SUPPLIED DATA Start Marker

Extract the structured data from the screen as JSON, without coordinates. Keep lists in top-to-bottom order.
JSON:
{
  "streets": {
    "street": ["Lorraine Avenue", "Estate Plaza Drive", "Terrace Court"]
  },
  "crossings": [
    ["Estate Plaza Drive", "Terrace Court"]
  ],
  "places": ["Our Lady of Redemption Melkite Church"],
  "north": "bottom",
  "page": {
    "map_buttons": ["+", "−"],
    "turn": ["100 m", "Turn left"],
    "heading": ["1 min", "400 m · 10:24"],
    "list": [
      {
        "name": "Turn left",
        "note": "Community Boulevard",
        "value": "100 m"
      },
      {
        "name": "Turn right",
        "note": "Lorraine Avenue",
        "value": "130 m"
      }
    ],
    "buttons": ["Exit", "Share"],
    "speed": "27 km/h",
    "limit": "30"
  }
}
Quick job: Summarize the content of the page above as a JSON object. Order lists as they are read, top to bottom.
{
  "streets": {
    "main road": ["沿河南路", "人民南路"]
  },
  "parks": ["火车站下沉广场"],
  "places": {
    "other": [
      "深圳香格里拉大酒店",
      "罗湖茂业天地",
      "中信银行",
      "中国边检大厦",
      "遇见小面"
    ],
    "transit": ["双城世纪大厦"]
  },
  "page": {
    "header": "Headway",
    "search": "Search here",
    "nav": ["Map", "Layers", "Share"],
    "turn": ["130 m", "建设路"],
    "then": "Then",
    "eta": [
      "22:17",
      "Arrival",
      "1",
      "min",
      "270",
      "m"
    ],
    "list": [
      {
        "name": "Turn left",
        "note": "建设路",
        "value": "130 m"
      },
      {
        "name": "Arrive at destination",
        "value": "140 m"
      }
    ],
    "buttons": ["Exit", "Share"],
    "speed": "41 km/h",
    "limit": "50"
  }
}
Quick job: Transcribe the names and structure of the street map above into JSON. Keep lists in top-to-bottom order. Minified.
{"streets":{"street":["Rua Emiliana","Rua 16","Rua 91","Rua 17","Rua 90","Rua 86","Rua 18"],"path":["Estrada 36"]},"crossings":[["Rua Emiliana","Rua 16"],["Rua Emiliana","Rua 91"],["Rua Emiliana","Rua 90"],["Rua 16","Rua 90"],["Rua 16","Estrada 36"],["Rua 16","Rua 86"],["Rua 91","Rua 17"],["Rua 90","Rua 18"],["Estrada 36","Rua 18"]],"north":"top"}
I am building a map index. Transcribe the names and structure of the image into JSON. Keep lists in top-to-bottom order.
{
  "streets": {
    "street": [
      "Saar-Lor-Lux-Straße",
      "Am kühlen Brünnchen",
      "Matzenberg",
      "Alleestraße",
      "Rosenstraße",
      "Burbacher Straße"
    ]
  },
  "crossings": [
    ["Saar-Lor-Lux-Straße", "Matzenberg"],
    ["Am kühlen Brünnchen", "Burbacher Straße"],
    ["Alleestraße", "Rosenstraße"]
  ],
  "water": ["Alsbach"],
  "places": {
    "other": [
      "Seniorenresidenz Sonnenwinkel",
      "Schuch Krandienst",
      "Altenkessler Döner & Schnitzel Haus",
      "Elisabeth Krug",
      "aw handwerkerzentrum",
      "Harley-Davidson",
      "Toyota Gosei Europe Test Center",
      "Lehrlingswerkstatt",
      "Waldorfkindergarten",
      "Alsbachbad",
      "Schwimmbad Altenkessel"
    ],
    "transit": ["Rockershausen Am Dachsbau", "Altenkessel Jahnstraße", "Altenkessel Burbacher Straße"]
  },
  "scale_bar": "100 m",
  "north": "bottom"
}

SUPPLIED DATA End Marker

** ACTION ITEM **
Output the records exactly, so that each line matches what was given.

** SOLVED EXERCISE **
Extract the structured data from the screen as JSON, without coordinates. Keep lists in top-to-bottom order.
JSON:
{
  "streets": {
    "street": ["Lorraine Avenue", "Estate Plaza Drive", "Terrace Court"]
  },
  "crossings": [
    ["Estate Plaza Drive", "Terrace Court"]
  ],
  "places": ["Our Lady of Redemption Melkite Church"],
  "north": "bottom",
  "page": {
    "map_buttons": ["+", "−"],
    "turn": ["100 m", "Turn left"],
    "heading": ["1 min", "400 m · 10:24"],
    "list": [
      {
        "name": "Turn left",
        "note": "Community Boulevard",
        "value": "100 m"
      },
      {
        "name": "Turn right",
        "note": "Lorraine Avenue",
        "value": "130 m"
      }
    ],
    "buttons": ["Exit", "Share"],
    "speed": "27 km/h",
    "limit": "30"
  }
}
Quick job: Summarize the content of the page above as a JSON object. Order lists as they are read, top to bottom.
{
  "streets": {
    "main road": ["沿河南路", "人民南路"]
  },
  "parks": ["火车站下沉广场"],
  "places": {
    "other": [
      "深圳香格里拉大酒店",
      "罗湖茂业天地",
      "中信银行",
      "中国边检大厦",
      "遇见小面"
    ],
    "transit": ["双城世纪大厦"]
  },
  "page": {
    "header": "Headway",
    "search": "Search here",
    "nav": ["Map", "Layers", "Share"],
    "turn": ["130 m", "建设路"],
    "then": "Then",
    "eta": [
      "22:17",
      "Arrival",
      "1",
      "min",
      "270",
      "m"
    ],
    "list": [
      {
        "name": "Turn left",
        "note": "建设路",
        "value": "130 m"
      },
      {
        "name": "Arrive at destination",
        "value": "140 m"
      }
    ],
    "buttons": ["Exit", "Share"],
    "speed": "41 km/h",
    "limit": "50"
  }
}
Quick job: Transcribe the names and structure of the street map above into JSON. Keep lists in top-to-bottom order. Minified.
{"streets":{"street":["Rua Emiliana","Rua 16","Rua 91","Rua 17","Rua 90","Rua 86","Rua 18"],"path":["Estrada 36"]},"crossings":[["Rua Emiliana","Rua 16"],["Rua Emiliana","Rua 91"],["Rua Emiliana","Rua 90"],["Rua 16","Rua 90"],["Rua 16","Estrada 36"],["Rua 16","Rua 86"],["Rua 91","Rua 17"],["Rua 90","Rua 18"],["Estrada 36","Rua 18"]],"north":"top"}
I am building a map index. Transcribe the names and structure of the image into JSON. Keep lists in top-to-bottom order.
{
  "streets": {
    "street": [
      "Saar-Lor-Lux-Straße",
      "Am kühlen Brünnchen",
      "Matzenberg",
      "Alleestraße",
      "Rosenstraße",
      "Burbacher Straße"
    ]
  },
  "crossings": [
    ["Saar-Lor-Lux-Straße", "Matzenberg"],
    ["Am kühlen Brünnchen", "Burbacher Straße"],
    ["Alleestraße", "Rosenstraße"]
  ],
  "water": ["Alsbach"],
  "places": {
    "other": [
      "Seniorenresidenz Sonnenwinkel",
      "Schuch Krandienst",
      "Altenkessler Döner & Schnitzel Haus",
      "Elisabeth Krug",
      "aw handwerkerzentrum",
      "Harley-Davidson",
      "Toyota Gosei Europe Test Center",
      "Lehrlingswerkstatt",
      "Waldorfkindergarten",
      "Alsbachbad",
      "Schwimmbad Altenkessel"
    ],
    "transit": ["Rockershausen Am Dachsbau", "Altenkessel Jahnstraße", "Altenkessel Burbacher Straße"]
  },
  "scale_bar": "100 m",
  "north": "bottom"
}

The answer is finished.